Friday, November 25, 2011

Report from the Fleeting Realm

As I was shelving books one day in the UBC a customer walked up to me and exclaimed: "I just LOVE the smell down here!" Admittedly, I've worked down here for a while and am honestly not so sure I can smell the UBC anymore. But it probably changes a lot, anyway. We get lots of new (used) books every week and plenty go out, too. I imagine the cumulative scent of aged paper, a little bit of dust--all the rooms and people that these books have sat with over the years--combines into one intoxicating smell. The smell of escape, pleasure and scholarship. It's not an entirely uncommon remark for a bookseller to receive from a customer: "I just love how books smell." I've even caught peeks of more than a few browsers sneaking a whiff inside an open book, but I'd never tell.
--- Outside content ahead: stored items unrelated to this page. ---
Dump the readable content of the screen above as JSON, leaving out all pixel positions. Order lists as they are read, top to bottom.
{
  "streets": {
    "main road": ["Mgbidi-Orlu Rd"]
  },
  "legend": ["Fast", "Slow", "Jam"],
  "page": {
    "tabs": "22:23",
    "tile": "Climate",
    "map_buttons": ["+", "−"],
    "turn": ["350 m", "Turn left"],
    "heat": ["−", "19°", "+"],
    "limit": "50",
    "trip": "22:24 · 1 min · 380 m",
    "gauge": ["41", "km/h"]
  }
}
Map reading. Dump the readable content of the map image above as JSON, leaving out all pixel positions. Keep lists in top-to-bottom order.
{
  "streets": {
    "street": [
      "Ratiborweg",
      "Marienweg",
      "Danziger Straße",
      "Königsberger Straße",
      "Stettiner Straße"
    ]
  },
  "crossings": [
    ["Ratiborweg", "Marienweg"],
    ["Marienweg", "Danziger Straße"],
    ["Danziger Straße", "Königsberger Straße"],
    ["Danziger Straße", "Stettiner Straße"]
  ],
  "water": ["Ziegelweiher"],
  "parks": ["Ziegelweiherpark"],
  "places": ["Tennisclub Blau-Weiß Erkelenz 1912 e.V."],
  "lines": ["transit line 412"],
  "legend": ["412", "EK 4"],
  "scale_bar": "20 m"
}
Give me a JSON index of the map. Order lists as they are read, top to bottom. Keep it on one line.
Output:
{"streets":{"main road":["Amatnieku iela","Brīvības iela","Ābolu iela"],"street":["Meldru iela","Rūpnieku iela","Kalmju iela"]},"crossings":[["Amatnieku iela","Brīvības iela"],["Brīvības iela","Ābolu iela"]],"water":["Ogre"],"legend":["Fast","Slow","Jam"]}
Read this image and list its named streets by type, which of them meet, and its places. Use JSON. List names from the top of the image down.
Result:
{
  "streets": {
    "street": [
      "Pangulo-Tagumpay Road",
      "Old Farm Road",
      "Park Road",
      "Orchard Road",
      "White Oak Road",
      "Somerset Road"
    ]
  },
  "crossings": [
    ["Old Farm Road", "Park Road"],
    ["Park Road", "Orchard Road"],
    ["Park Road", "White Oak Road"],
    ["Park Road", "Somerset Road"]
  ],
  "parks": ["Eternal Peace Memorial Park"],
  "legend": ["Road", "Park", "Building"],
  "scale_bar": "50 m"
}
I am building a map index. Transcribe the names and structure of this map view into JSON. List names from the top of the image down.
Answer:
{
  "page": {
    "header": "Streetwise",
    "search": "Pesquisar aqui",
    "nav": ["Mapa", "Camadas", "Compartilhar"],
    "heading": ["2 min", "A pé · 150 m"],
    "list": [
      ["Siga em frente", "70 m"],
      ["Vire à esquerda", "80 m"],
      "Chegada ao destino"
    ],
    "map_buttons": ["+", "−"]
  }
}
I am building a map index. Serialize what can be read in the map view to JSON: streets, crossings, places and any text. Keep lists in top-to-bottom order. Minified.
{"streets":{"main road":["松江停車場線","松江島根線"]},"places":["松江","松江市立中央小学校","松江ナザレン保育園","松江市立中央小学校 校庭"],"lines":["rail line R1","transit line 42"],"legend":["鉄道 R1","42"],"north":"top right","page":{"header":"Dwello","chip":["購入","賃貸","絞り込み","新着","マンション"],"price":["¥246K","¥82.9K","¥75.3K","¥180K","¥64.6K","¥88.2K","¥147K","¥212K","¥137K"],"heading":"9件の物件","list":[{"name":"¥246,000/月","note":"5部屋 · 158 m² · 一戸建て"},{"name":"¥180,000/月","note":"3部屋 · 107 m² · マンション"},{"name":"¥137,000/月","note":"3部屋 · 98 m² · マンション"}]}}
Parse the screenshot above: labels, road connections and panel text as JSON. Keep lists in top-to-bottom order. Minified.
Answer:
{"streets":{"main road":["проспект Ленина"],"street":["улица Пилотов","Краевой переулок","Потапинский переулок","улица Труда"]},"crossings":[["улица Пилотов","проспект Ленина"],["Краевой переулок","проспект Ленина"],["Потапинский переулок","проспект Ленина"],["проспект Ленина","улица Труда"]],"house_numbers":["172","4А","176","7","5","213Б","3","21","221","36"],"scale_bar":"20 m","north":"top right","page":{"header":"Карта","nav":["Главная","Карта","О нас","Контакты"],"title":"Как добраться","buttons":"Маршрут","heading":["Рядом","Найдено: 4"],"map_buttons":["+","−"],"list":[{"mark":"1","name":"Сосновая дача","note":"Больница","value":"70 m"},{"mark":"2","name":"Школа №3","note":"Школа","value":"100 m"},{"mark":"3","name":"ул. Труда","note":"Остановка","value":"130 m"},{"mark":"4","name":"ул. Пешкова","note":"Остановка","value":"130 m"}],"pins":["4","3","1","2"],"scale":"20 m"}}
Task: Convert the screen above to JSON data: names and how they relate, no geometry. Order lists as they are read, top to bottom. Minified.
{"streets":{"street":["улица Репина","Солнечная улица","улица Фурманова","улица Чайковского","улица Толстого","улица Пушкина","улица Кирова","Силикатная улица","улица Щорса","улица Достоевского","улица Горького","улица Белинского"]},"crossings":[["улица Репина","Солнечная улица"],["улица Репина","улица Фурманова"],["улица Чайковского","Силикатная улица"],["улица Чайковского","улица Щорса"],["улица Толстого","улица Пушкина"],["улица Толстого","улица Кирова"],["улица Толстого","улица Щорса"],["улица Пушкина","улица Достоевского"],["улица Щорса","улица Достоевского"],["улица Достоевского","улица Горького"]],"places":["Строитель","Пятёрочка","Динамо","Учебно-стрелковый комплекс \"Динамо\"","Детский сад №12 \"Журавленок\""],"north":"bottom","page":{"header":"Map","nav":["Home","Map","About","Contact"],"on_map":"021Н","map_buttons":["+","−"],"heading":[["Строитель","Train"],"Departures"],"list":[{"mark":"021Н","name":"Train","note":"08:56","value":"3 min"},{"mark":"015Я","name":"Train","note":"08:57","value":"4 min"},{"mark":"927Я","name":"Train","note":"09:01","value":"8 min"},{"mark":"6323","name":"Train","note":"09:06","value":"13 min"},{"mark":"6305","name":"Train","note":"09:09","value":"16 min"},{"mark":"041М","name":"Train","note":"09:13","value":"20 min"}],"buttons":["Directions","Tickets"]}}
I have the same sort of associations. Sometimes the smell of one book will remind me of another, just like reading a really great description fills my brain with a smell memory. The brain is so wacky that way. One of my favorite books in the world is Perfume by Patrick Süskind. It's pretty gross. The main character Grenouille is born in a fish market next to a cemetery in 18th century Paris on a hot July day. Basically, the smelliest place on the smelliest day ever. After he's born, his skin makes no smell but his own sense of smell is superhuman. He can smell things at a distance, he can smell things concealed beneath wood, he can smell things humans usually can't. He can smell a certain je ne sais quoi on a young woman one night and becomes obsessed with the smell. Capturing her essence dominates his life and he becomes a journeyman perfumer in order to attempt it.

The narrator makes mention that all Grenouille's doings belong to the "fleeting realm of scent," and it's kind of crazy to think about how smell is so ephemeral, but our memories of scents and their immediate impressions are almost inescapable. I had a friend who had anosmia (no sense of smell) and every once in a while he would recall one of the two things he smelled before he lost his sense entirely: blue kool-aid. We were walking together one day and randomly he said, "does this tree smell like blue kool-aid?" I took a whiff to humor him, but alas it just smelled like cedar. "Darn, I can smell it so strongly. I could swear I was smelling it for real."

In Diane Ackerman's A Natural History of the Senses, she spends a bit of time talking about literary entanglements with scent: Proust, Dickens, Lady Murasaki. It's a sense that can be overlooked in writing, but when it's given its full due, it can really be so evocative. I have only to read the world lavender, or vanilla or citrus and immediately my brain is reminding me what those things smell like. When authors throw scents into a book it immediately draws me in. I'm alert, attentive and my mind is exactly where they might want me: disgusted and near-wretching in the fish market or peacefully reclining in a pleasant garden. But sense all this for yourself! Stop by and smell our wares, and check out one of the many books that recall this fleeting realm.

2 comments:

As the Crowe Flies and Reads said...

nice post--there aren't enough olfactory blog posts out there, are there?

Anonymous said...

There really aren't, I'm happy to help! Thanks for reading!